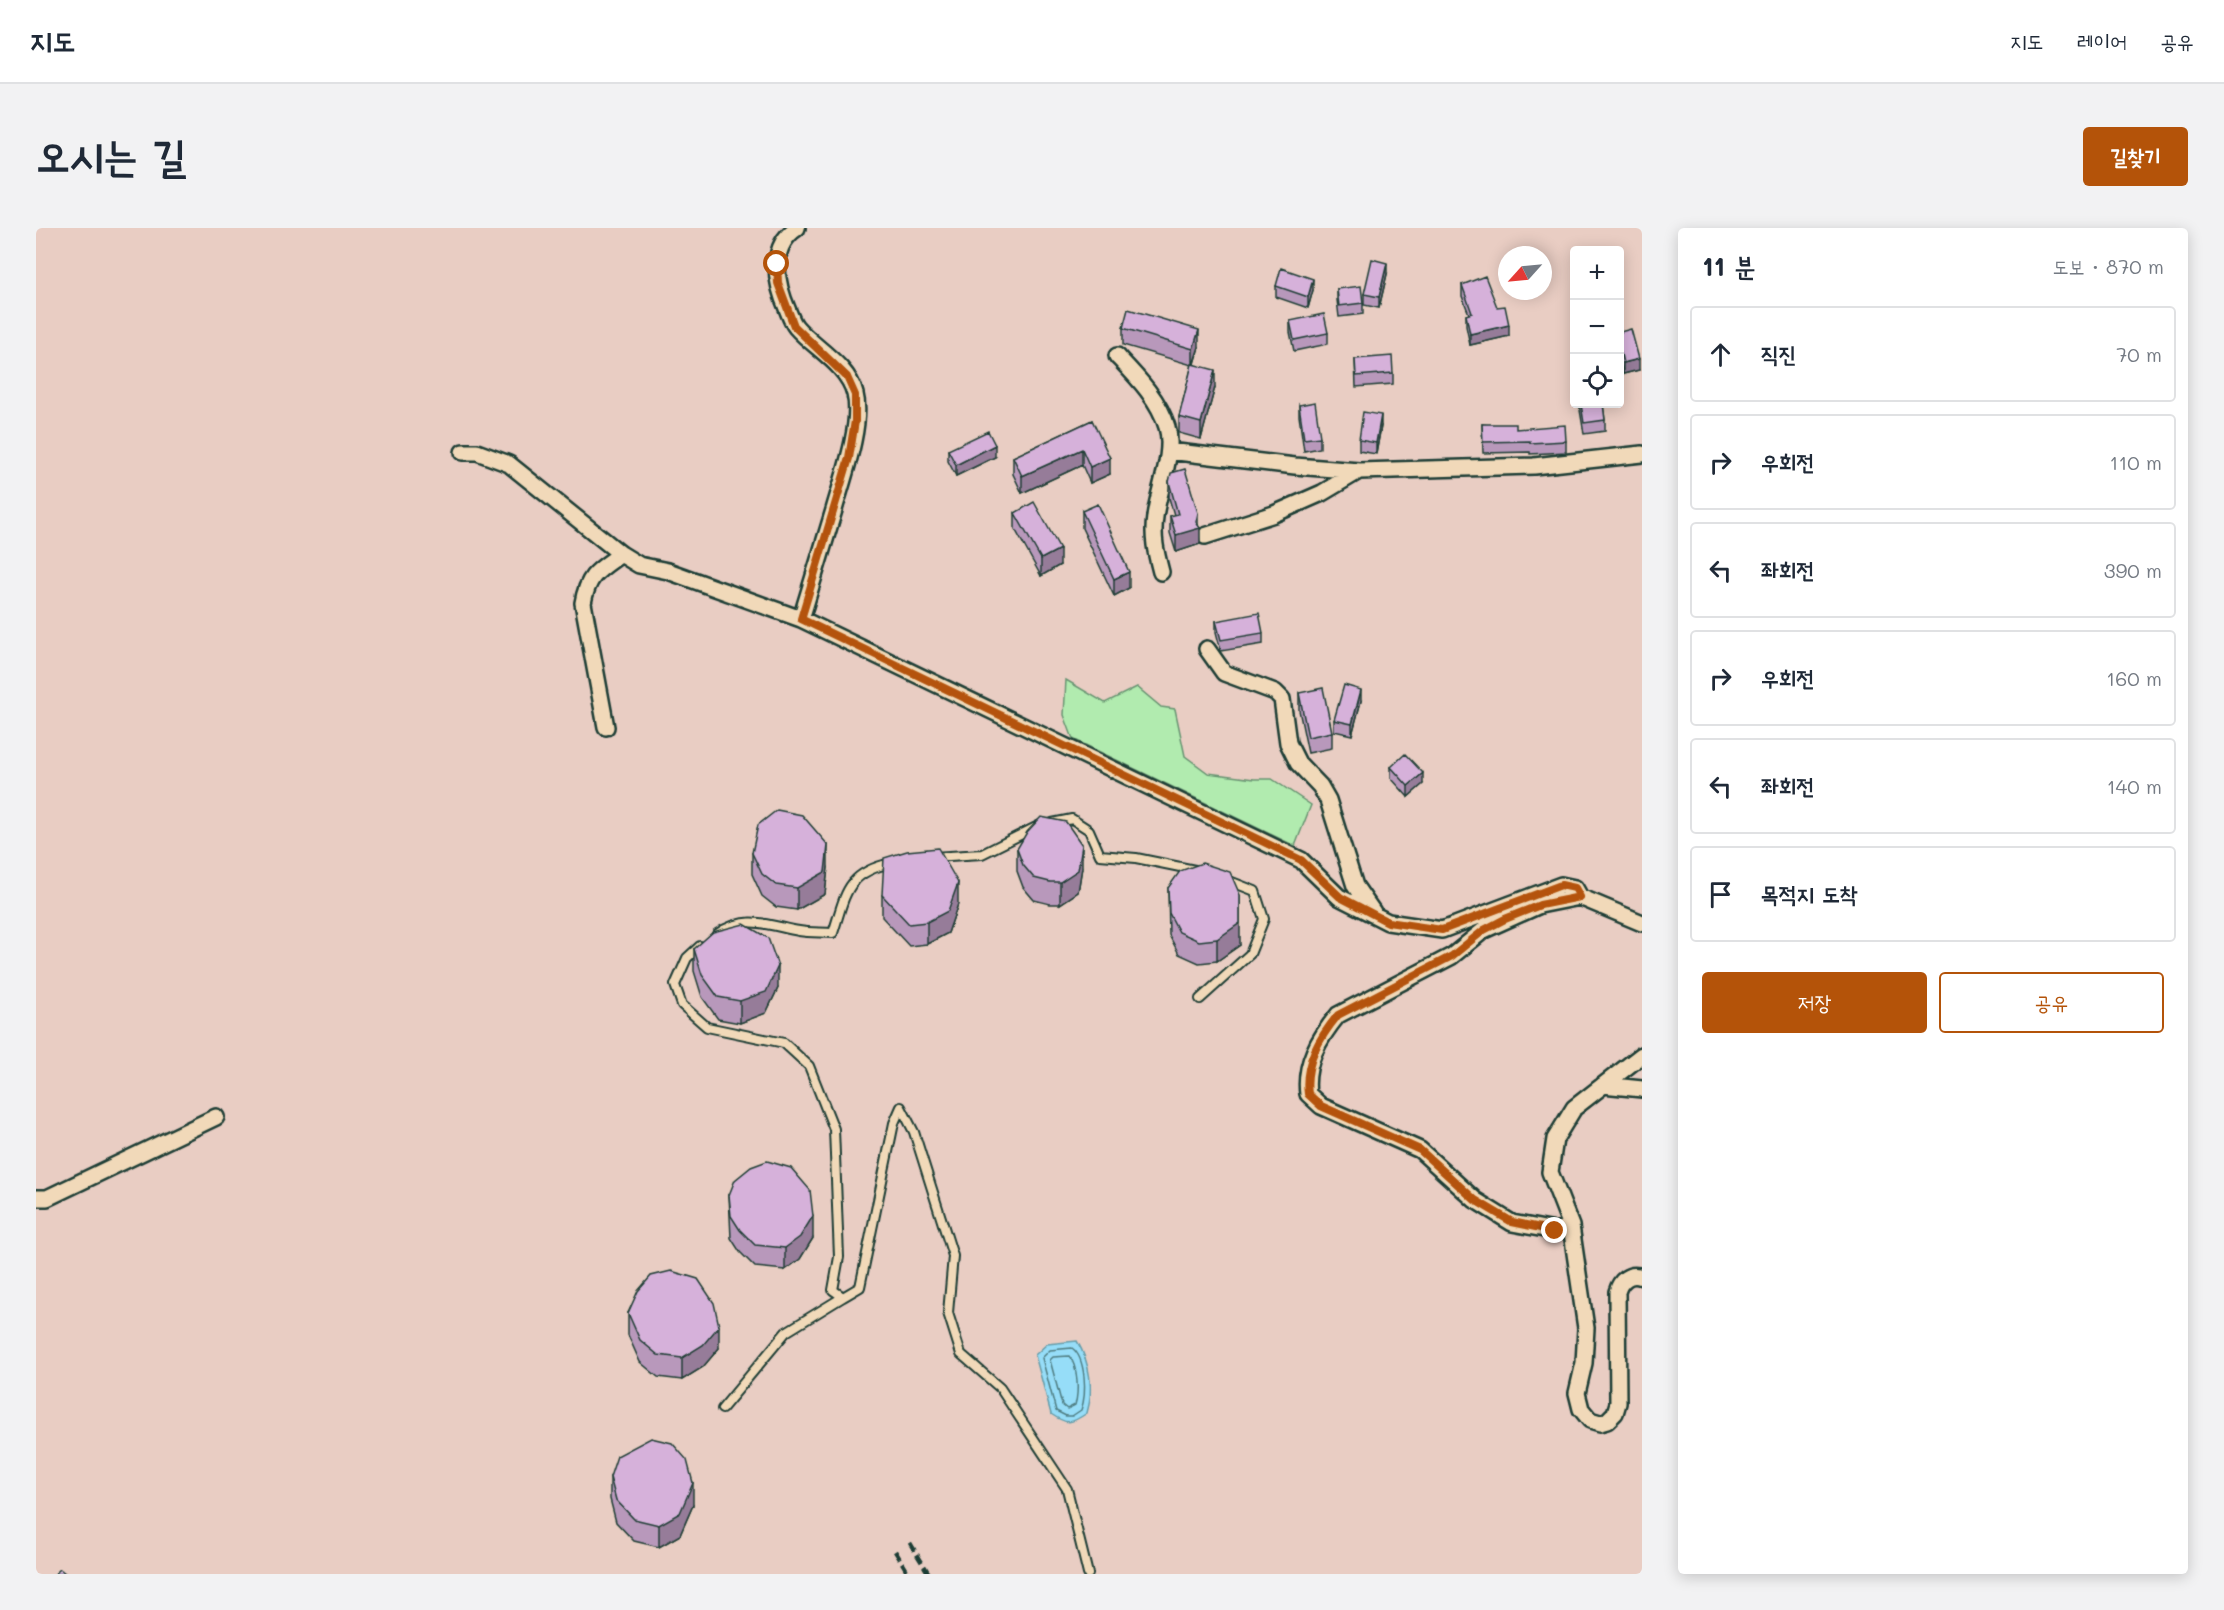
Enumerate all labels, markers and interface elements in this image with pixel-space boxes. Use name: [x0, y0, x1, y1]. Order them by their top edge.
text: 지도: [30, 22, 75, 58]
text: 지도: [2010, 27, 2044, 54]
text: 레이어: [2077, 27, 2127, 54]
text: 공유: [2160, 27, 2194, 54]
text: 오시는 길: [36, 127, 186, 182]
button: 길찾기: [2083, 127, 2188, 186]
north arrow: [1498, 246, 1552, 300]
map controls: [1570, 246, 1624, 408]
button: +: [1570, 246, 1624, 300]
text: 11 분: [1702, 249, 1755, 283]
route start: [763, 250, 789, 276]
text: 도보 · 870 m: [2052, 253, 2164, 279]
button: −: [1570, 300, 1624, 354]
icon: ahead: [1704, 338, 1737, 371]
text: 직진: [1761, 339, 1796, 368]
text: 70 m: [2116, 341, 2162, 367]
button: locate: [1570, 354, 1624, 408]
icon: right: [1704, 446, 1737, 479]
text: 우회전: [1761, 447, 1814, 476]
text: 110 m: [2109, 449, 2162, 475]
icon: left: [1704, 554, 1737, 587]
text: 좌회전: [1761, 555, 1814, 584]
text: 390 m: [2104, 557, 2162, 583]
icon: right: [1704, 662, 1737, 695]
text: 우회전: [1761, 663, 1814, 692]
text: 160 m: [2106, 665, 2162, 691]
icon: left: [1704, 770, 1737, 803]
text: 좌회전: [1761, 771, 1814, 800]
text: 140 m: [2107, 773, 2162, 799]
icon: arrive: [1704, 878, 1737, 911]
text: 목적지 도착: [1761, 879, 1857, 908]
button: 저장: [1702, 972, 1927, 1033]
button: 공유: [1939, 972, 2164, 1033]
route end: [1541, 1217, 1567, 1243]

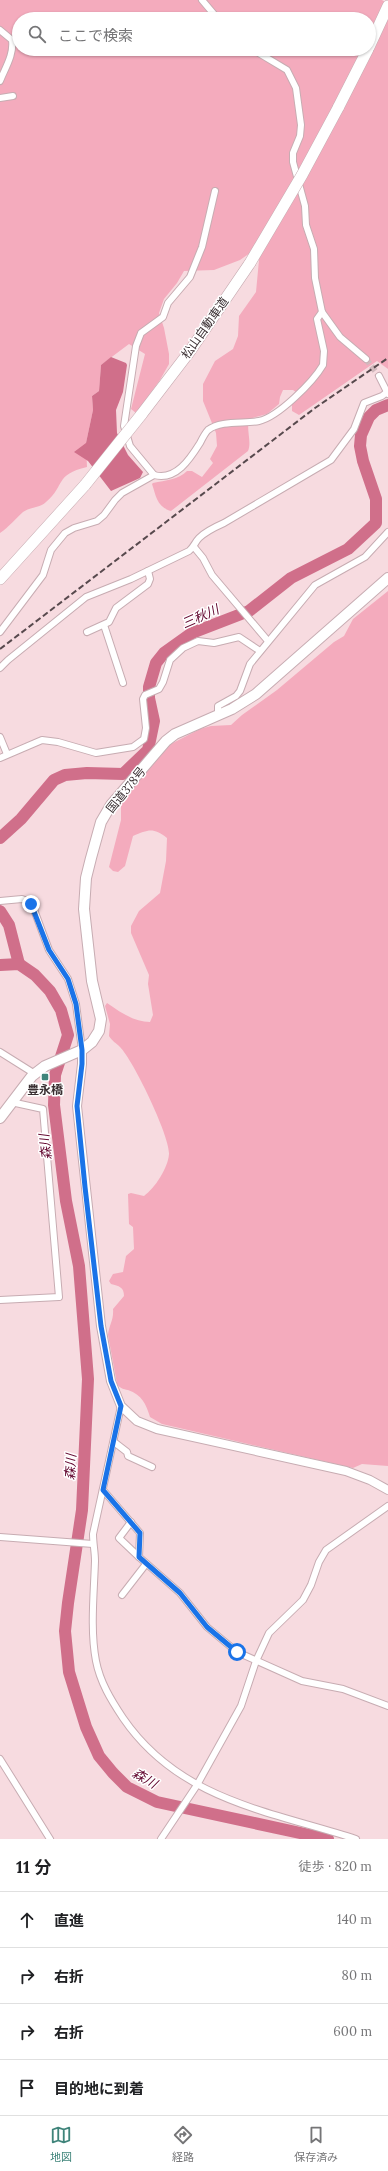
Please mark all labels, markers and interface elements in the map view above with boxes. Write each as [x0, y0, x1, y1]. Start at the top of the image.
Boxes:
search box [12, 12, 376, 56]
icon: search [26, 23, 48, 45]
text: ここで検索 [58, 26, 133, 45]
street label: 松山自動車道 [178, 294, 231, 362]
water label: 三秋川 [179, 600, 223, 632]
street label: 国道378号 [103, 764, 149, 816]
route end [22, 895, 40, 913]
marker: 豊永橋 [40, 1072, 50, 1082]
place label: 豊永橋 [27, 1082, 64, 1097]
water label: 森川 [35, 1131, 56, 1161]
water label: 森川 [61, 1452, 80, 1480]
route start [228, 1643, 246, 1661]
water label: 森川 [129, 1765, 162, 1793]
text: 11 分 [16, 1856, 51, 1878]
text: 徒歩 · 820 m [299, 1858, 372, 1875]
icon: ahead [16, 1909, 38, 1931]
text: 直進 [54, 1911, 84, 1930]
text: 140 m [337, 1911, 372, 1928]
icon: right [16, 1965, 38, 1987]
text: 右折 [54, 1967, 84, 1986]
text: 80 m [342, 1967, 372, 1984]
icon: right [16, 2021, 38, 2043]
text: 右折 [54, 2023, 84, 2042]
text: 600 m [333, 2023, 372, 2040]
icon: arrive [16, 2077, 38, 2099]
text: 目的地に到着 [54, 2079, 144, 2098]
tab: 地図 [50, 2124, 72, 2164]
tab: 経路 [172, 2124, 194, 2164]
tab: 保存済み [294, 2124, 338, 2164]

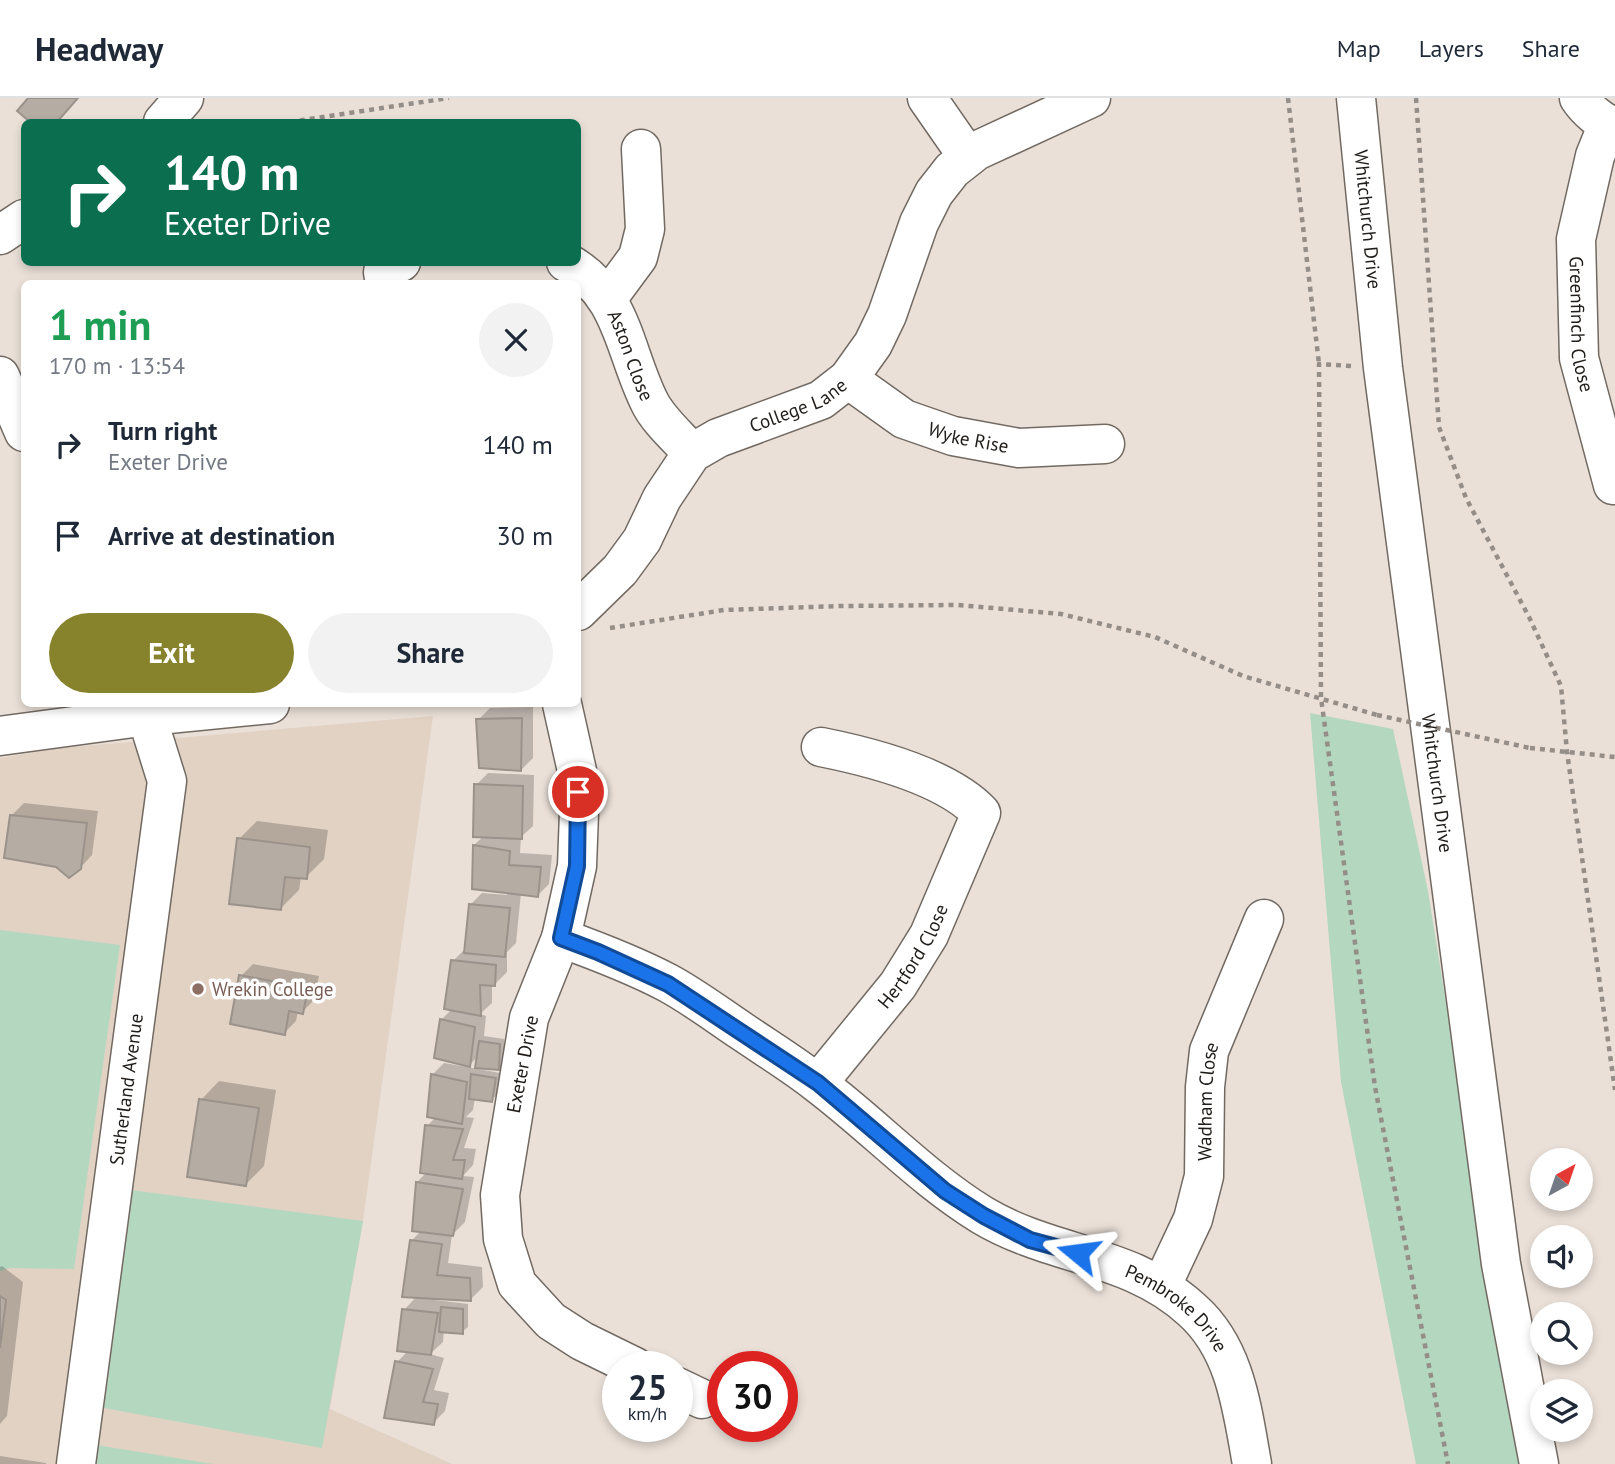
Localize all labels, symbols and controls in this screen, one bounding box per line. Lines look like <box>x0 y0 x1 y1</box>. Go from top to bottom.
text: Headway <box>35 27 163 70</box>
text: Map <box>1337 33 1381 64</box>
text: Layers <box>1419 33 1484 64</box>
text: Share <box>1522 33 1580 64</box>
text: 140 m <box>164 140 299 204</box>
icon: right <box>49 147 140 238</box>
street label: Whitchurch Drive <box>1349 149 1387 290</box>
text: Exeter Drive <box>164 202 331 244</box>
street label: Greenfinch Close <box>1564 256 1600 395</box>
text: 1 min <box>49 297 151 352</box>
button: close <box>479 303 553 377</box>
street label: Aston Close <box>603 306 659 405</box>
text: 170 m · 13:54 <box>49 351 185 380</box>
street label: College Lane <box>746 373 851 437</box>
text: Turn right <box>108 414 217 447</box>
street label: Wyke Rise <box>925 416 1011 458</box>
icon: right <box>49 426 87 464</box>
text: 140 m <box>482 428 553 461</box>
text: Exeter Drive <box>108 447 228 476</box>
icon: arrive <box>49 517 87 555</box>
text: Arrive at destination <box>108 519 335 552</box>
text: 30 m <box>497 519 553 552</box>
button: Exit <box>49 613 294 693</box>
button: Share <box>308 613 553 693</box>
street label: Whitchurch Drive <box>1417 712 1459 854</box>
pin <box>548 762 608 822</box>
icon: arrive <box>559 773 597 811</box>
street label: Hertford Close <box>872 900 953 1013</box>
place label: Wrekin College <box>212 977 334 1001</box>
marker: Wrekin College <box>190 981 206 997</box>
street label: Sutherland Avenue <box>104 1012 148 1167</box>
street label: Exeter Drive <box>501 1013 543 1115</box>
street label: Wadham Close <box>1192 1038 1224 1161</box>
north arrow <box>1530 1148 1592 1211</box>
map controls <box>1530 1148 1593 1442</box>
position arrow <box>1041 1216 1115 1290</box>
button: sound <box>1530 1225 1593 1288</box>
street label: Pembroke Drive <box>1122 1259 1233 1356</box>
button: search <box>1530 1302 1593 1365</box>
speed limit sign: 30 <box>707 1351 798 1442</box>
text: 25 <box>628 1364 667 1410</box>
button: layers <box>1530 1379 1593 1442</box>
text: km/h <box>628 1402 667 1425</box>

::::::::::

Looking at the records above, work out how many lines include the word "ahead", then give that number by itself.

→ **Completed task**: 2